Naturalistic Philosophy, Physicalism, Reductionism, and the Emergence of Liberal Naturalisms
I. Introduction to Naturalistic Philosophy
Naturalistic philosophy represents a broad and influential orientation in contemporary thought, characterized by its endeavor to align philosophical inquiry closely with the methods and findings of the empirical sciences. Although the term "naturalism" eludes a single, precise definition, its modern usage draws from early to mid-twentieth-century American philosophers who advocated for a worldview where reality is exhausted by nature, devoid of "supernatural" elements, and where the scientific method serves as the primary tool for investigating all aspects of reality, including human consciousness and spirit (Papineau, 2021, citing Krikorian, 1944, and Kim, 2003). This general stance, rejecting supernatural entities and affirming science as a crucial path to understanding, is widely accepted among contemporary philosophers.

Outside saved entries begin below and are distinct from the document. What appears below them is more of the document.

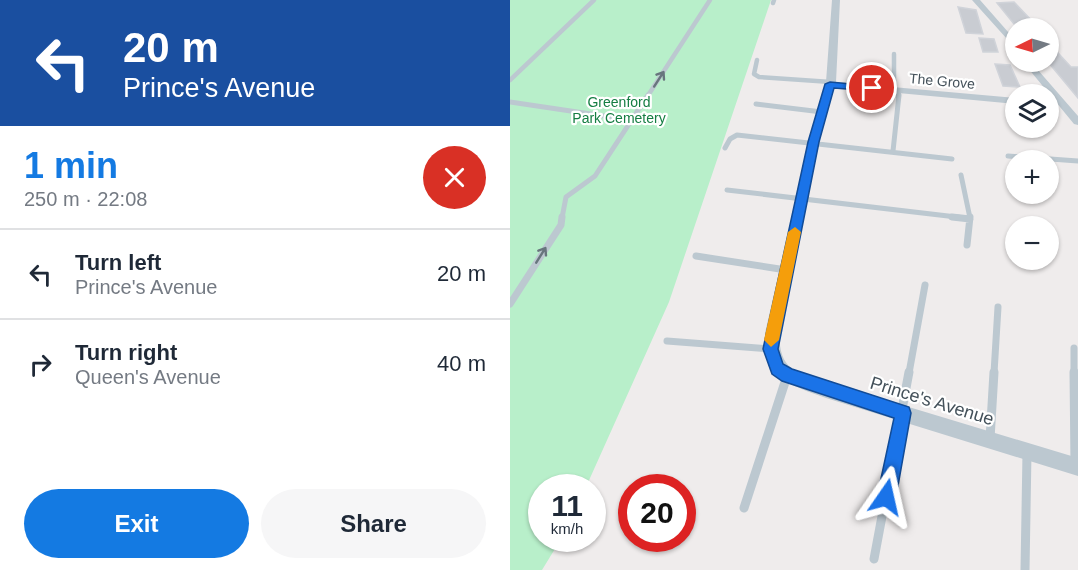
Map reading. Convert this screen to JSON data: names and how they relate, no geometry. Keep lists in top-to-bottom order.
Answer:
{
  "streets": {
    "street": ["The Grove", "Prince's Avenue"]
  },
  "parks": ["Greenford Park Cemetery"],
  "north": "left",
  "page": {
    "turn": ["20 m", "Prince's Avenue"],
    "map_buttons": ["+", "−"],
    "heading": ["1 min", "250 m · 22:08"],
    "list": [
      {
        "name": "Turn left",
        "note": "Prince's Avenue",
        "value": "20 m"
      },
      {
        "name": "Turn right",
        "note": "Queen's Avenue",
        "value": "40 m"
      }
    ],
    "speed": "11 km/h",
    "limit": "20",
    "buttons": ["Exit", "Share"]
  }
}
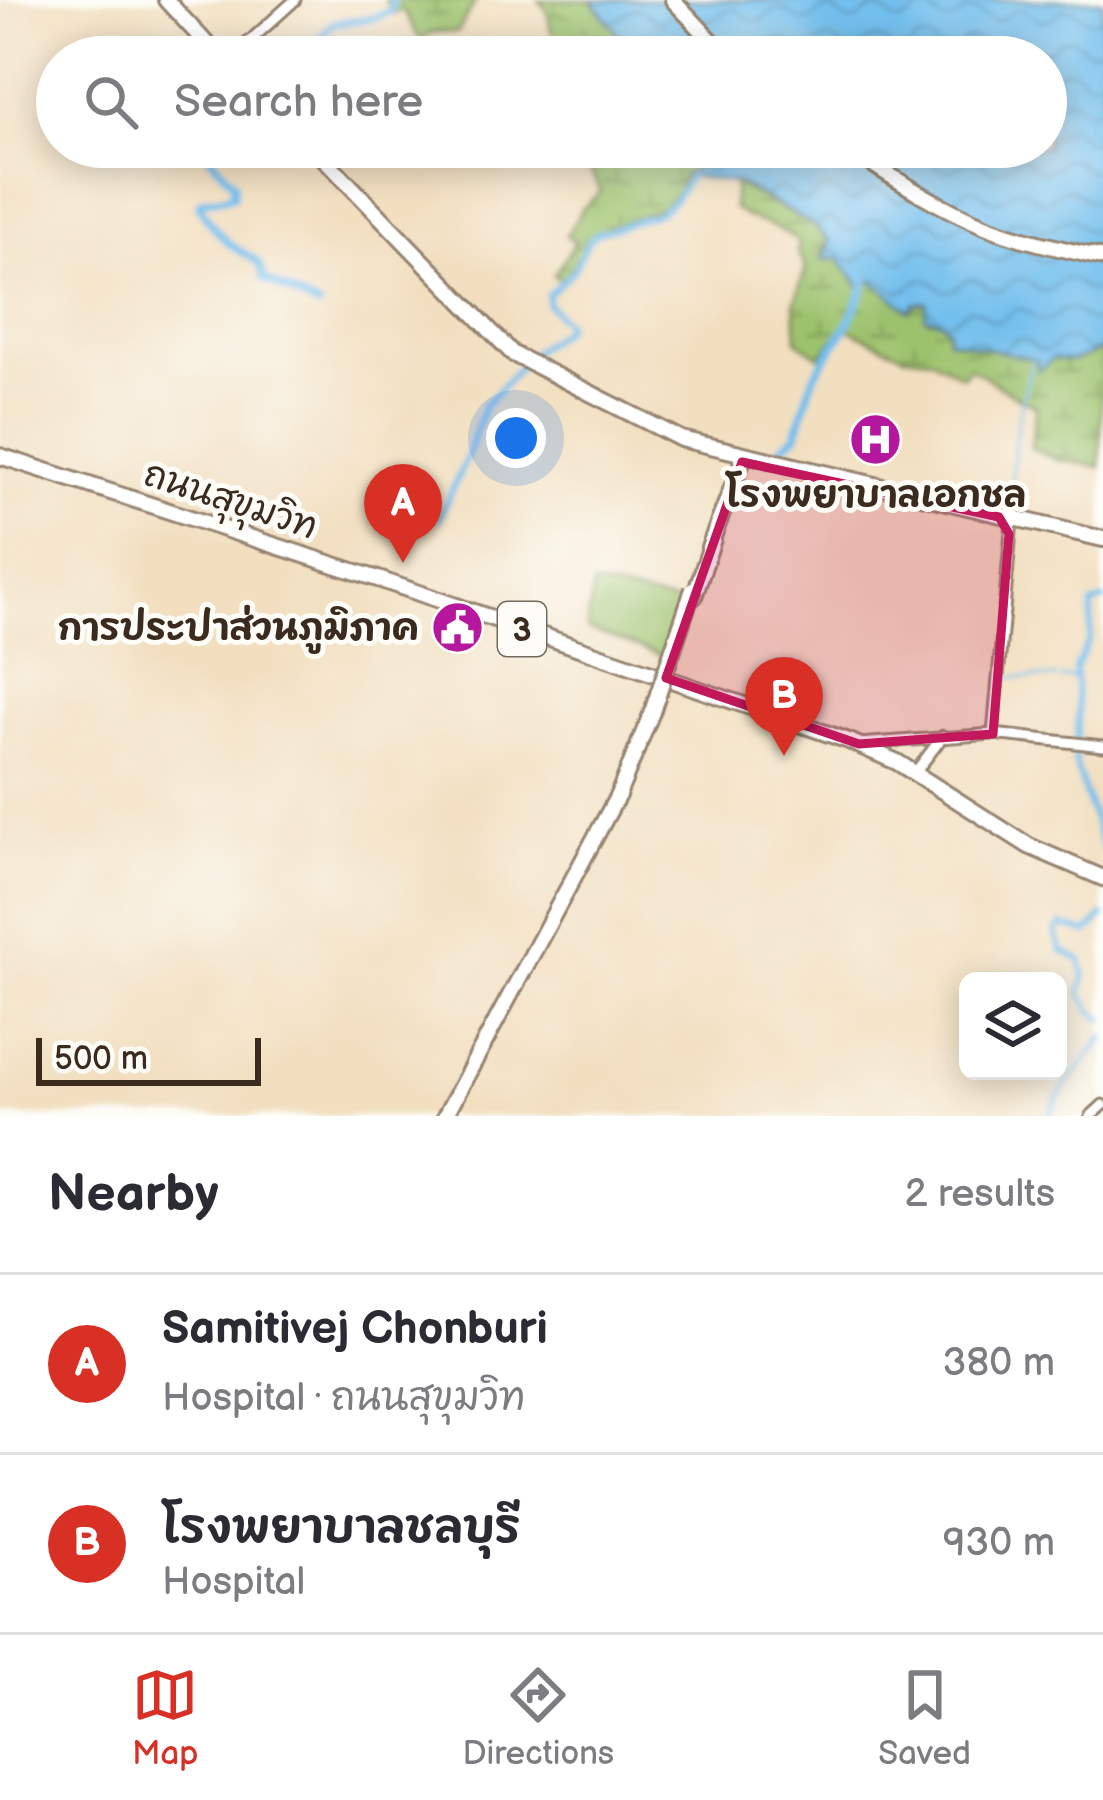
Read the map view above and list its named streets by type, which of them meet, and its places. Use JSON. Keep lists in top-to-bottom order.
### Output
{
  "streets": {
    "main road": ["ถนนสุขุมวิท", "3"]
  },
  "places": {
    "hospital": ["โรงพยาบาลเอกชล"],
    "public building": ["การประปาส่วนภูมิภาค"]
  },
  "scale_bar": "500 m",
  "page": {
    "search": "Search here",
    "pins": ["A", "B"],
    "scale": "500 m",
    "heading": ["Nearby", "2 results"],
    "list": [
      {
        "mark": "A",
        "name": "Samitivej Chonburi",
        "note": "Hospital · ถนนสุขุมวิท",
        "value": "380 m"
      },
      {
        "mark": "B",
        "name": "โรงพยาบาลชลบุรี",
        "note": "Hospital",
        "value": "930 m"
      }
    ],
    "nav": ["Map", "Directions", "Saved"]
  }
}
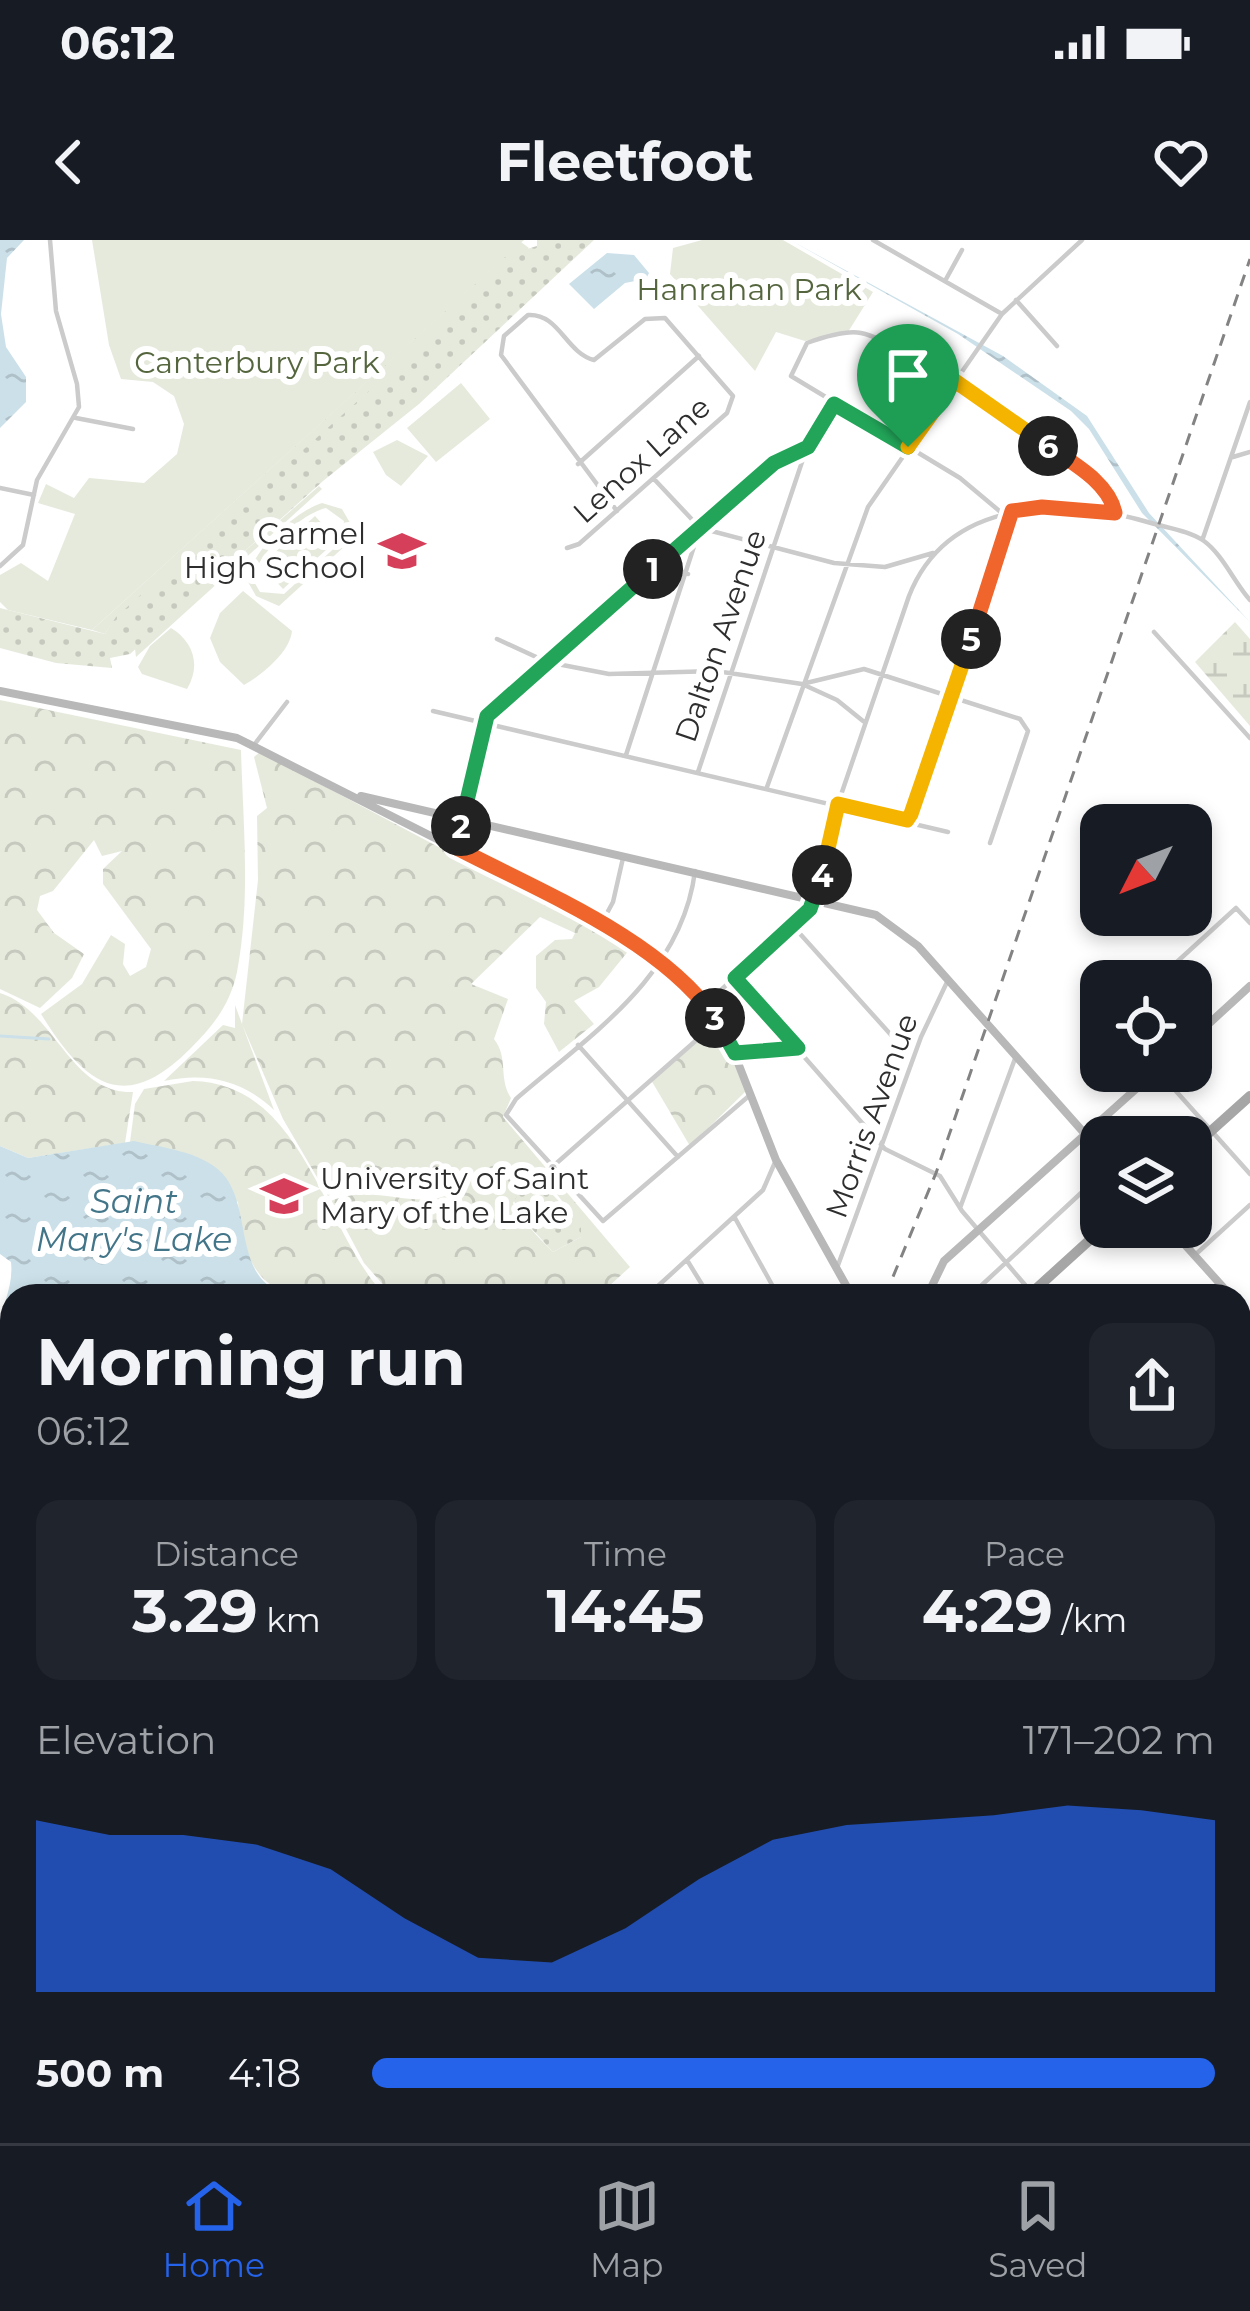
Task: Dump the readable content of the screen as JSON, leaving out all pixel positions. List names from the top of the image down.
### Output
{
  "streets": {
    "street": ["Lenox Lane", "Dalton Avenue", "Morris Avenue"]
  },
  "water": ["Saint Mary's Lake"],
  "parks": ["Hanrahan Park", "Canterbury Park"],
  "places": {
    "school or university": ["Carmel High School", "University of Saint Mary of the Lake"]
  },
  "north": "bottom left",
  "page": {
    "status": "06:12",
    "header": "Fleetfoot",
    "pins": [
      "6",
      "1",
      "5",
      "2",
      "4",
      "3"
    ],
    "heading": ["Morning run", "06:12"],
    "stats": [
      ["Distance", "3.29 km"],
      ["Time", "14:45"],
      ["Pace", "4:29 /km"]
    ],
    "chart": ["Elevation", "171–202 m"],
    "list": [
      {
        "name": "500 m",
        "note": "4:18"
      }
    ],
    "tabs": ["Home", "Map", "Saved"]
  }
}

Naturalism can be understood through two principal components. The first, ontological naturalism, addresses the fundamental constituents of reality. It asserts that nature is all that exists, thereby excluding entities or forces that transcend the natural order, often described as "supernatural" or "spooky" (Papineau, 2021). Within this ontological framework, specific doctrines like moral naturalism propose that moral properties are stance-independent, natural properties, and that moral facts are themselves natural facts (Termini, 2024). The second component, methodological naturalism, pertains to the appropriate ways of investigating reality. It champions the general authority of the scientific method, suggesting that philosophical problems are best approached as if they are tractable through empirical investigation, or at least without primary reliance on a priori theorizing conducted independently of scientific findings (Papineau, 2021).
The ontological commitment that reality is "exhausted by nature" (Papineau, 2021) is a robust claim that immediately brings into focus phenomena that do not readily lend themselves to straightforward scientific explanation, such as subjective consciousness, normativity, and the status of abstract objects. This creates a philosophical tension: such phenomena must either be ultimately explicable in terms science will eventually grasp, be considered unreal, or our conceptions of "nature" or "science" must be broadened. This tension is a significant driver of debates within naturalism and motivates the exploration of concepts like physicalism and reductionism, as well as the development of more expansive "liberal" naturalisms. Furthermore, the emphasis on the "scientific method" is not uniform. The very definition of "the" scientific method and its universal applicability are subjects of ongoing philosophical discussion. Narrow interpretations tend to foster more restrictive forms of naturalism, whereas broader understandings of scientific inquiry can accommodate a wider array of philosophical approaches, including those that maintain a continuity with a more pluralistic view of science.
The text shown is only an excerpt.